A Glimpse of Overall Survival Benefit?

The ALEX update consolidates the idea that the benefit seen in the first-line alectinib arm remains far superior to what might be expected from the thought experiment of adding the median PFS of first-line crizotinib to the median PFS of alectinib administered post-crizotinib. Why this is so remains hypothetical. Perhaps control of more subclones of disease at baseline, in the body and/or the brain, may lessen the development of biologic diversity over time and directly improve the natural history of the disease compared to chasing after resistance once it has manifested (when, with cells turning over, additional diversity will have been generated). If the administration order of drugs really does matter, such that one can’t play catch up later, this suggests that the nonsignificant trend in ALEX toward improved overall survival with alectinib (HR 0.76; 95% CI [0.50, 1.15]) could turn out to be real. However, now that patients with advanced ALK-positive NSCLC are surviving for years, it will take a long time for these data to mature and for us to know for certain. ✦


1. Peters S, Camidge RD, Shaw AT, et al. Alectinib versus Crizotinib in Untreated ALK-Positive Non-Small- Cell Lung Cancer. N Engl J Med. 2017;;377(9):829-838.

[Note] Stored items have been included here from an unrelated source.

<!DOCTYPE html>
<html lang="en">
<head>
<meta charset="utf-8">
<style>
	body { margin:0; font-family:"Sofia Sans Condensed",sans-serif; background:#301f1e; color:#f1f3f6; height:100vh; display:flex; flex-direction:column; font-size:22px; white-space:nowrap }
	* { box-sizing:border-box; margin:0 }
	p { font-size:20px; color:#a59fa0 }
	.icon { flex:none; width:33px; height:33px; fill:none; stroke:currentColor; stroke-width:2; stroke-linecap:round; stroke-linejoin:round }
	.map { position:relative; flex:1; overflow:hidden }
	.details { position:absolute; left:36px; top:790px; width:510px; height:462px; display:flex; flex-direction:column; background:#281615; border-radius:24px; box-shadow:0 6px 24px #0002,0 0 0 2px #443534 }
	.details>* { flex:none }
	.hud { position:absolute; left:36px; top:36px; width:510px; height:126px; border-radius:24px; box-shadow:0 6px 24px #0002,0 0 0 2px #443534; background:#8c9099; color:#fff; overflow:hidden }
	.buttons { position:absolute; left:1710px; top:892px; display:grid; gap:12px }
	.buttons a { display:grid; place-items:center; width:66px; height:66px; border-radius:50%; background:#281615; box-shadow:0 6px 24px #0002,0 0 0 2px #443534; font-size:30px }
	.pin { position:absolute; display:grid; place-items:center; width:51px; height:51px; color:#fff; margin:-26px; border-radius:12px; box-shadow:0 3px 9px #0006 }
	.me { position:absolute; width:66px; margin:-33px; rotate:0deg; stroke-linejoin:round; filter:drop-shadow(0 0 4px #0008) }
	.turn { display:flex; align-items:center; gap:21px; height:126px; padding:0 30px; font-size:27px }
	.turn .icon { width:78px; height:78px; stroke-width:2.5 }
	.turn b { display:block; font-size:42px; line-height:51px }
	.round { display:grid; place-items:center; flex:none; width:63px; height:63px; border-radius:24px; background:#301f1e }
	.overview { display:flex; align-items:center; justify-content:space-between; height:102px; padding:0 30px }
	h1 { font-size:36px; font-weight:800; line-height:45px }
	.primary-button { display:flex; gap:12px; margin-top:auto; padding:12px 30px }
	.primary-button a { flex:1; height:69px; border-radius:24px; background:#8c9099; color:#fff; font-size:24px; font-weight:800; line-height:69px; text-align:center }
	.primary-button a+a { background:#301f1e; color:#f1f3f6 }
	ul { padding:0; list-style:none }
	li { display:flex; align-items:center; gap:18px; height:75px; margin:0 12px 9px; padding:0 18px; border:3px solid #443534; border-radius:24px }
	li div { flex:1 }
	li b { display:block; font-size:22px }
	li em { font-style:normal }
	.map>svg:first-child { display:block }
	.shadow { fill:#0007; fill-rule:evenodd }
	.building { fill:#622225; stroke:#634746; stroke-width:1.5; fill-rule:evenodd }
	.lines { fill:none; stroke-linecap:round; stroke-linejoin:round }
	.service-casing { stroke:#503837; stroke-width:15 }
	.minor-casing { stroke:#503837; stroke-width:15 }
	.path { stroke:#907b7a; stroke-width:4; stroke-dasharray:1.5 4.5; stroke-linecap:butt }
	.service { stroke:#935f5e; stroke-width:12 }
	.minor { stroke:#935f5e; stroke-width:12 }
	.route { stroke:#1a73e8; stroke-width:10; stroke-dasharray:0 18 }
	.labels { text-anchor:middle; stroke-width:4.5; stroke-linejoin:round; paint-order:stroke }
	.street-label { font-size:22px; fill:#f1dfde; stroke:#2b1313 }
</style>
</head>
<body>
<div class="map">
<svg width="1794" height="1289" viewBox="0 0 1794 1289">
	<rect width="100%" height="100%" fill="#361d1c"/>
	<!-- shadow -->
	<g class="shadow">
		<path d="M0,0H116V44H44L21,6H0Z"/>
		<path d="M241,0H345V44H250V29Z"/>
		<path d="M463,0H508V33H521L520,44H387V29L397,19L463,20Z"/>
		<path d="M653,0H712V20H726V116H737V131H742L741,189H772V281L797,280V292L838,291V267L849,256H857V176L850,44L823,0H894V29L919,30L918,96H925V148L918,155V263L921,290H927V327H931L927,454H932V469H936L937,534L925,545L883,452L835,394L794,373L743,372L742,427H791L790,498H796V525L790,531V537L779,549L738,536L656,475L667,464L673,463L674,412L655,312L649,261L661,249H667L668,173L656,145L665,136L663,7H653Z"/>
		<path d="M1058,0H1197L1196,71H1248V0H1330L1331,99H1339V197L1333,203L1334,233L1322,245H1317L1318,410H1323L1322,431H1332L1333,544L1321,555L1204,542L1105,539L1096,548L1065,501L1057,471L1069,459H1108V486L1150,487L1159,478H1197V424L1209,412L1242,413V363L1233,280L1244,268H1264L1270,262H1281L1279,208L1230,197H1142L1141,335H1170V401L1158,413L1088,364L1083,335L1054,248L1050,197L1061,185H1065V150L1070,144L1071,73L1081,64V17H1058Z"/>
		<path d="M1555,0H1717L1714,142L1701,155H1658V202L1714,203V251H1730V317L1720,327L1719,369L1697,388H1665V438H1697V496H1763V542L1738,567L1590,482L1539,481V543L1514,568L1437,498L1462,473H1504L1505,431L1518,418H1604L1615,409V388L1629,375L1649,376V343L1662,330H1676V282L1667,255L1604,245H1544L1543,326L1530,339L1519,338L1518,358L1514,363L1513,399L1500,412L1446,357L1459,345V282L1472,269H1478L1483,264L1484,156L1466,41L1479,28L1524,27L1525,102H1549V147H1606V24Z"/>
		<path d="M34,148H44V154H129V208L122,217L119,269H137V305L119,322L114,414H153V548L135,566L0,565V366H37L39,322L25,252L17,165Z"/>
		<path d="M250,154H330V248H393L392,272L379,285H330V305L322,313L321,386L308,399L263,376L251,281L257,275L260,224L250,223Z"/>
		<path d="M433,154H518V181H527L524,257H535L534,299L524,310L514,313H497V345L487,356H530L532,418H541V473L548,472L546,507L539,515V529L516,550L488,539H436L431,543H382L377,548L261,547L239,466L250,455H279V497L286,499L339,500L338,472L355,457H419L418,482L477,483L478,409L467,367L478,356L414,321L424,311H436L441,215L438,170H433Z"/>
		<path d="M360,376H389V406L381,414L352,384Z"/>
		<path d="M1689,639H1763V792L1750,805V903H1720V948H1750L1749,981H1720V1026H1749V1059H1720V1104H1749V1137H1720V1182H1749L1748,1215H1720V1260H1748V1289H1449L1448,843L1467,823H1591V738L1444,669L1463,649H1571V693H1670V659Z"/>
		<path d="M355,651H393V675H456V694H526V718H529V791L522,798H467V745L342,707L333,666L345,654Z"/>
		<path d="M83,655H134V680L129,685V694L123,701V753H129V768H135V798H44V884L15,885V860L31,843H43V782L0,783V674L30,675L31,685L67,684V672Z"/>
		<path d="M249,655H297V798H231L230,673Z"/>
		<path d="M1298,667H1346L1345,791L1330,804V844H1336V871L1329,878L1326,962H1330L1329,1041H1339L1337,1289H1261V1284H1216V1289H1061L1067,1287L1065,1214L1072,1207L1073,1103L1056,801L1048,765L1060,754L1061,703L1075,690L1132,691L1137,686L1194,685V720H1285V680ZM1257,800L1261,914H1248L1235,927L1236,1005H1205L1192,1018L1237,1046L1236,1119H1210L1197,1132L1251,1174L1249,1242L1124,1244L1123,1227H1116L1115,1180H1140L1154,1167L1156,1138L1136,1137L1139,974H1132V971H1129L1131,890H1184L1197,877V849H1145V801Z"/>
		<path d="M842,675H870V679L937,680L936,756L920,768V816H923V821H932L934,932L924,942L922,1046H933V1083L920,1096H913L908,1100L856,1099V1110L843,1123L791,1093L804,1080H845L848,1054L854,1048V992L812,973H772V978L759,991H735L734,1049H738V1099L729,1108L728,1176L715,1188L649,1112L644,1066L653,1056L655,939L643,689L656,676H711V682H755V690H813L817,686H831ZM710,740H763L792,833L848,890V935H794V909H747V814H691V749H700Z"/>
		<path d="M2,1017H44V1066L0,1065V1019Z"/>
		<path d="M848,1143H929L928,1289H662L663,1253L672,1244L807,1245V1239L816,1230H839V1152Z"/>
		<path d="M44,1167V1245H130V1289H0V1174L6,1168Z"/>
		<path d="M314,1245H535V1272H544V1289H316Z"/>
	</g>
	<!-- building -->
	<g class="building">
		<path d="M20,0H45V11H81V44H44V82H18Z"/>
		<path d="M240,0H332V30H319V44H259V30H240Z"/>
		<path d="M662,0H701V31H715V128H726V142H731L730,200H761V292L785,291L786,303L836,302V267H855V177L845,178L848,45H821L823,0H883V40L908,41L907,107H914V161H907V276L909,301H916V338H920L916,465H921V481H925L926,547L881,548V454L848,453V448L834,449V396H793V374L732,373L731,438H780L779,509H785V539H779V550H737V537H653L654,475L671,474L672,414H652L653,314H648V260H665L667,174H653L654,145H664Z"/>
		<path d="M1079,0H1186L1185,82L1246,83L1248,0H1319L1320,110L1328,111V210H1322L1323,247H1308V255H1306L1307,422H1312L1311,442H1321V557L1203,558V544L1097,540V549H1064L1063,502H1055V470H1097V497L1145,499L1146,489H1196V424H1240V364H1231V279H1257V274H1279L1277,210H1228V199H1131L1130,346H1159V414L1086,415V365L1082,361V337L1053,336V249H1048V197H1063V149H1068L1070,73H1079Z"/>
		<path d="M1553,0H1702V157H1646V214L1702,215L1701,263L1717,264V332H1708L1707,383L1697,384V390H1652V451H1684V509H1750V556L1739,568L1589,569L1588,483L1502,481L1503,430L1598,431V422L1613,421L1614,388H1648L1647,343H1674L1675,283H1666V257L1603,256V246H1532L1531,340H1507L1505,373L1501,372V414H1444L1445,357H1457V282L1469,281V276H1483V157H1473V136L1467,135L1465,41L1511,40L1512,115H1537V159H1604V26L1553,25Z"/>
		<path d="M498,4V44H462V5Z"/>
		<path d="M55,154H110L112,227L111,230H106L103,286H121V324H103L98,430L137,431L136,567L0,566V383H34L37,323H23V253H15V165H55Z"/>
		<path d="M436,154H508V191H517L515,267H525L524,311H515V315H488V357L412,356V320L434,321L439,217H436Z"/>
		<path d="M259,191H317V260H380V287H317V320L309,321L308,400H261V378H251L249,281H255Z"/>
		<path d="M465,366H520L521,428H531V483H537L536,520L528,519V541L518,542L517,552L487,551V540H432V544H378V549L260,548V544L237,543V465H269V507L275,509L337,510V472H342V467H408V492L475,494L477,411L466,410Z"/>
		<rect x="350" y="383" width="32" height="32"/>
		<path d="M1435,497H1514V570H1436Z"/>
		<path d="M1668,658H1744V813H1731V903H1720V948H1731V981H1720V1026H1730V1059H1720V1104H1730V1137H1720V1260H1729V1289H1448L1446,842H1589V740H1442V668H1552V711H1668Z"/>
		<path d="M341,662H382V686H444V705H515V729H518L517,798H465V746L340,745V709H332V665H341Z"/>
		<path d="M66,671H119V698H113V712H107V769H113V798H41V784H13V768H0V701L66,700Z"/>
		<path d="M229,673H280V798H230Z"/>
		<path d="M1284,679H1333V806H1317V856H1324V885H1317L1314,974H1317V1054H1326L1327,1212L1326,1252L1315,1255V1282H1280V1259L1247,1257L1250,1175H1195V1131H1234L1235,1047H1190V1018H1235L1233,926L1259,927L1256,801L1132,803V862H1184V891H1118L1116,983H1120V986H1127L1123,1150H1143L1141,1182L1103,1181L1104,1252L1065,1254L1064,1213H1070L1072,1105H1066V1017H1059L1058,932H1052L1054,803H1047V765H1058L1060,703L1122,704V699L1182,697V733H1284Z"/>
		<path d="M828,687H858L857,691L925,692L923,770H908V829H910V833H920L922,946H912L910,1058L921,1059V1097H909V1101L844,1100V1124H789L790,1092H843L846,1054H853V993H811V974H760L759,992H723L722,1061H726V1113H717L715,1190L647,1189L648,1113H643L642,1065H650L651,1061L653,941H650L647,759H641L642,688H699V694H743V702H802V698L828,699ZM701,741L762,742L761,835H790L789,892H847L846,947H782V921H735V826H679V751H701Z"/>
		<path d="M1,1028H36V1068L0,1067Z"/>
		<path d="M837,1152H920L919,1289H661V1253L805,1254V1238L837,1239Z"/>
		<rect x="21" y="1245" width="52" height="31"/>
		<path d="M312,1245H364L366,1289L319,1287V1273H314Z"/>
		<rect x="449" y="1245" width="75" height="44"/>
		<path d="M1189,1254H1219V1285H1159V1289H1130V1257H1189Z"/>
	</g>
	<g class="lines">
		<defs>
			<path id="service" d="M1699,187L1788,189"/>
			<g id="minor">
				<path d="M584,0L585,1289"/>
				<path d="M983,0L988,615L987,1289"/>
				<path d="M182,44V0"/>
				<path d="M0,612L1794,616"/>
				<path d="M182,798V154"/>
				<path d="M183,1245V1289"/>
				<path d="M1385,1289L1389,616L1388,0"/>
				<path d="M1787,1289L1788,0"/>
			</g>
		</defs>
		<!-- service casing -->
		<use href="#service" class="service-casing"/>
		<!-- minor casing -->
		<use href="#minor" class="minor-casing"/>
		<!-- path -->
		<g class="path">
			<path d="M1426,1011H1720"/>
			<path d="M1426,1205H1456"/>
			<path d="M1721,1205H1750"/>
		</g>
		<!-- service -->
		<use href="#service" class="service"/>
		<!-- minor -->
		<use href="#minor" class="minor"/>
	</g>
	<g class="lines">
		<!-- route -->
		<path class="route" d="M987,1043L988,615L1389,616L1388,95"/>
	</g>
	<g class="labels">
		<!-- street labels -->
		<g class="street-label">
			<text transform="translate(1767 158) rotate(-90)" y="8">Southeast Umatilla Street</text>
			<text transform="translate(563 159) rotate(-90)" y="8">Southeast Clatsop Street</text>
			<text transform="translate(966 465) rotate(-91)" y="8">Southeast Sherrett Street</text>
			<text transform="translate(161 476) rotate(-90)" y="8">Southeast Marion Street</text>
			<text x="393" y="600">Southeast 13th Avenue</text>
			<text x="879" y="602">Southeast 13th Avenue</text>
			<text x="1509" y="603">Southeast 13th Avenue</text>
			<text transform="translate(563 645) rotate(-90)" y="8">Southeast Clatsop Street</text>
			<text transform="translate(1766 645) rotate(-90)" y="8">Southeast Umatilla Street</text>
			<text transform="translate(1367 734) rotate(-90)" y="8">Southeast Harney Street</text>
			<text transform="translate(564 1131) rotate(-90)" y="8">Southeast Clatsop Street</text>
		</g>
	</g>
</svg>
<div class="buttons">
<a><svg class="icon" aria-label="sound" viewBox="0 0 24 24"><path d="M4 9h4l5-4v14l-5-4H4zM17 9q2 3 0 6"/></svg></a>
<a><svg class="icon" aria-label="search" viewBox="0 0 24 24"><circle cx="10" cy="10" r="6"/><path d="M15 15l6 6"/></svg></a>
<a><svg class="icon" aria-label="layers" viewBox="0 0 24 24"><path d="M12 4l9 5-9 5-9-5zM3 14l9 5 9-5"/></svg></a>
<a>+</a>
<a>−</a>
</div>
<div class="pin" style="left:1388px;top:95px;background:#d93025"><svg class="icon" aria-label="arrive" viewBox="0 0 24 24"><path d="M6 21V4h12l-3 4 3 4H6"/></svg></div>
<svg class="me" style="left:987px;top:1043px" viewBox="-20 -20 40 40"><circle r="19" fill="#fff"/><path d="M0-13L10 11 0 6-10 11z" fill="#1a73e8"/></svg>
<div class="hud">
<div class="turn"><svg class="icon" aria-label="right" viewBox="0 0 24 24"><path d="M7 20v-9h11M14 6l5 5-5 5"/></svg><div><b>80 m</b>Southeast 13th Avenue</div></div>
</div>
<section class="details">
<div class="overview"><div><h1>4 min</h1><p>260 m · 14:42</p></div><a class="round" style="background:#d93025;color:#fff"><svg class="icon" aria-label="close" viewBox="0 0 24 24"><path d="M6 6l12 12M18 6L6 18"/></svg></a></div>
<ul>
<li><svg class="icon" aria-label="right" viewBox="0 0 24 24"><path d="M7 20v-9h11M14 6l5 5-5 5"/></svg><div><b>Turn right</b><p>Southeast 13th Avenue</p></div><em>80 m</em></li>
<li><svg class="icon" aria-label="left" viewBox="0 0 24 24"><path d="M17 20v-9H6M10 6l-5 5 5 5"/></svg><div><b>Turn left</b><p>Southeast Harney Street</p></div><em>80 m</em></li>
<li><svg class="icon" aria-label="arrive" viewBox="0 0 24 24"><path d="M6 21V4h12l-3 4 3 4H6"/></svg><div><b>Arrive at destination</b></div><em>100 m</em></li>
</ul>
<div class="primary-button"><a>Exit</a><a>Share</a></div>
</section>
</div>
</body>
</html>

2. Camidge DR, Peters S, Mok T, et al. Updated efficacy and safety data from the global phase III ALEX study of alectinib versus crizotinib in untreated advanced ALK+ NSCLC. J Clin Oncol 36, 2018 (suppl; abstr 9043).
3. Novello S, Mazieres J, Oh IJ, et al. Primary Results from the Phase III ALUR Study of Alectinib versus Chemotherapy in Previously Treated ALK+ Non-Small-Cell Lung Cancer (NSCLC). Ann Oncol. 2017;28(Issue suppl_5): 12990_PR.
4. Shaw AT, et al. Alectinib in ALK-positive, crizotinib-resistant, non-small-cell lung cancer: a singlegroup, multicentre, phase 2 trial. Lancet Oncol. 2016;17(2):234–242.
5. Ou SH, Ahn JS, De Petris L, et al. Alectinib in Crizotinib-Refractory ALK-Rearranged Non-Small-Cell Lung Cancer: A Phase II Global Study. J Clin Oncol. 2016;34(7):661–668.